Jonathan
Jonathan Author of Robopenguins

Adding Wifi to a Weather Station

I bought a cheap weather station with the intent of adding networked data logging. I ended up reverse engineering both the RF transmission, as well as the inter-chip communication at the receiver.

In the end I was able to feed the data to weather underground to use as the frontend.

While I kept it nearby during development, here it is at its final destination:

Background

I got a weather station that transmits its measurements over RF to an included display. I figured I’d be able to either directly parse the transmissions, or tap into the data received at the display.

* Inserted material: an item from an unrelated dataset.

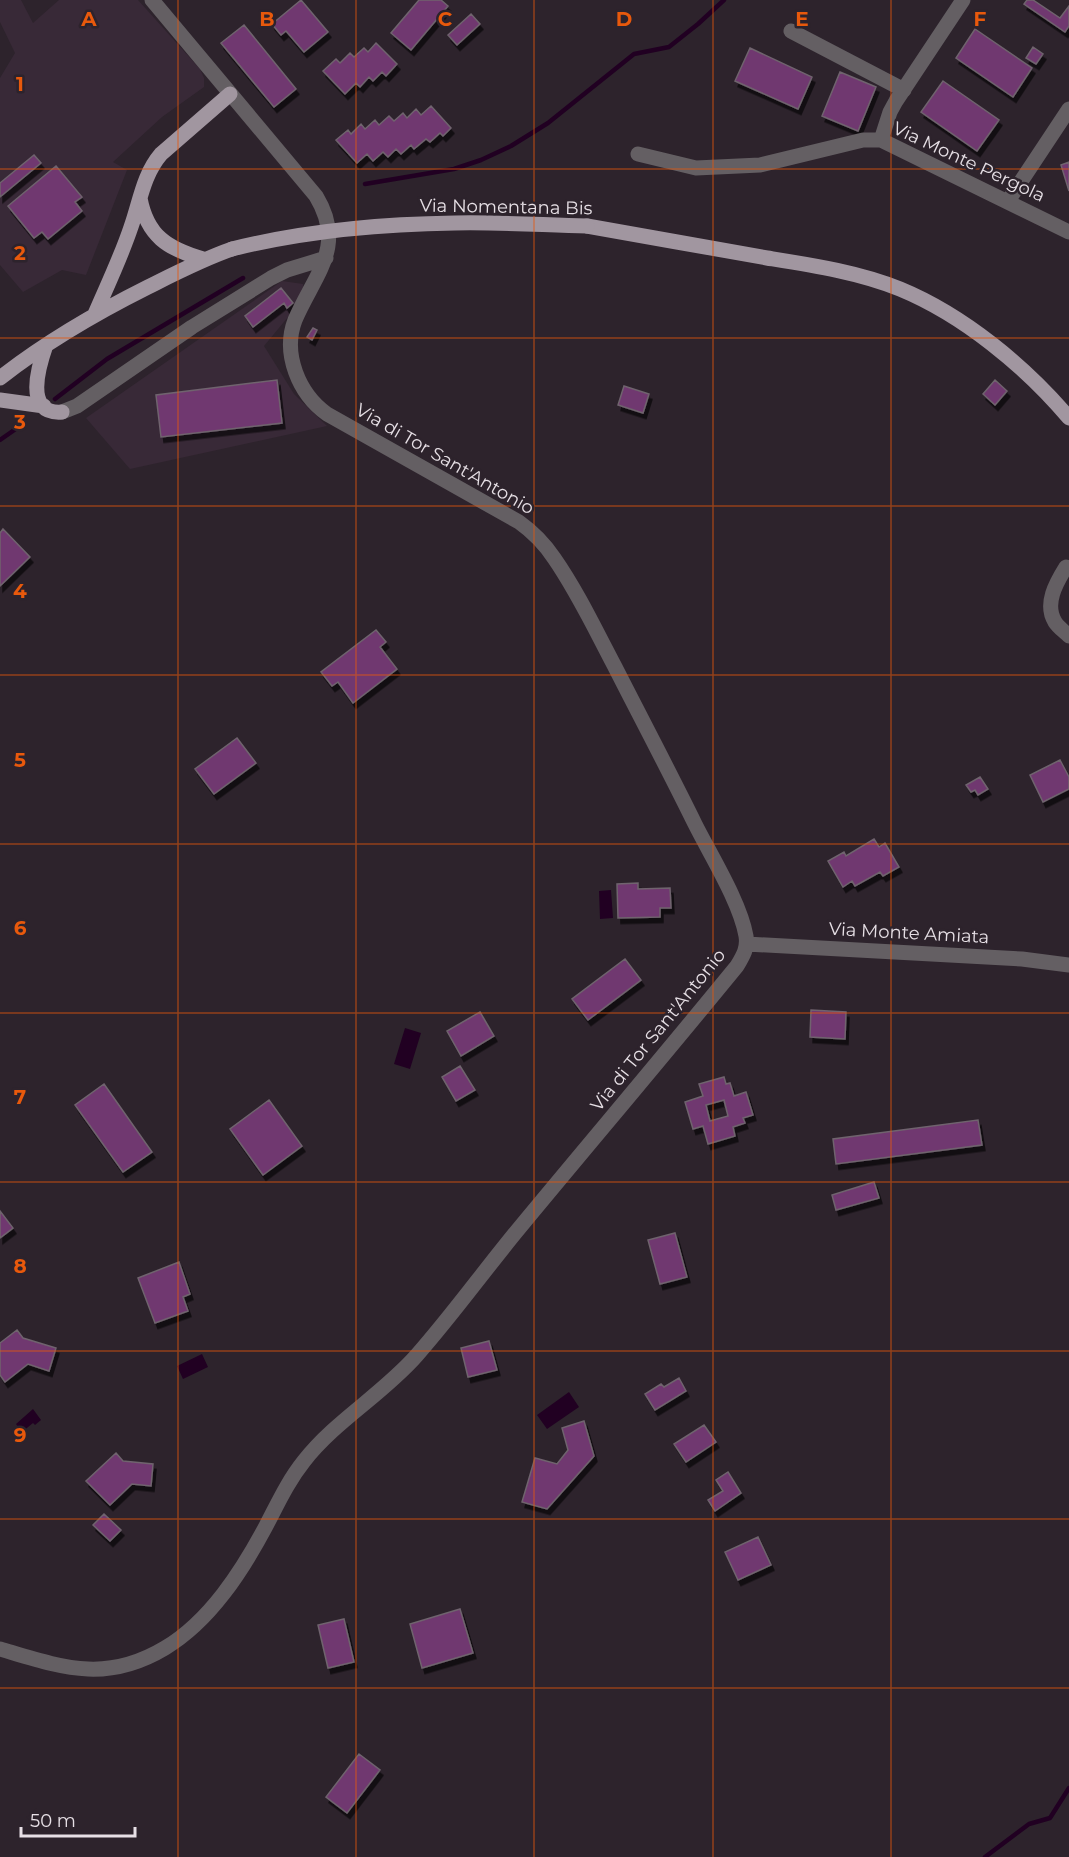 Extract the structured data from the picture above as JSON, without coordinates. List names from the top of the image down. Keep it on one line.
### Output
{"streets":{"main road":["Via Nomentana Bis"],"street":["Via Monte Pergola","Via di Tor Sant'Antonio","Via Monte Amiata"]},"crossings":[["Via di Tor Sant'Antonio","Via Monte Amiata"]],"scale_bar":"50 m","grid":{"columns":["A","B","C","D","E","F"],"rows":["1","2","3","4","5","6","7","8","9"]}}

This hack was mostly done to try my hand at RF reverse engineering, rather then to solve a real problem. In fact the manufacturer actually sells a version of this device with the capability I added built in:

The device I bought: https://www.amazon.com/sainlogic-Wireless-Forecast-Temperature-Pressure/dp/B08G1FZZ5M

The wifi enabled varient: https://www.amazon.com/Sainlogic-Professional-Internet-Wireless-Wunderground/dp/B08LL4PXWM

I guess it can be argued I “saved” $40, but as you’ll see, it would be a hard sell based on the cost of labor.

This article is going to assume a basic understanding of digital signal processing. I honestly have forgotten a lot of the more first principle mathematics, so this is coming from an odd perspective of relying on a lot of half remembered intuition.

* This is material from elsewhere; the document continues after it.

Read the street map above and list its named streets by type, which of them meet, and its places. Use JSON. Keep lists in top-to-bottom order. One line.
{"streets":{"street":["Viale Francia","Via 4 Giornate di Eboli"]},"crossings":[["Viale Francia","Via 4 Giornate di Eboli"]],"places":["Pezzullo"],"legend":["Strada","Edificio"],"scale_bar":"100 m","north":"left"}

The other motivation for this project is that I’ve been thinking about setting up a sensor suite for fun to monitor more exotic things like air quality, and gamma radiation. While a lot of things can be measured by throwing a bunch of solid state sensors onto a integration board, basic wind, rain, and temperature actually need some mechanical integration. This was sort of a compromise project to be able to play around with RF, and also install something on my roof.

As a warm up, I tested out the cheap SDR I got by tracking some planes Setting Up GNURadio and Tracking Planes. I’ll be referencing some of the technologies I talk about there, so you can check it out for additional context.

Reverse Engineering the RF

Demodulating the Bits

Fortunately, the product listings clearly indicate that the transmit frequency is 433.92MHz. Less fortunately, there isn’t a standard protocol used for this kind of application. Everything from garage doors to RFID readers operate here.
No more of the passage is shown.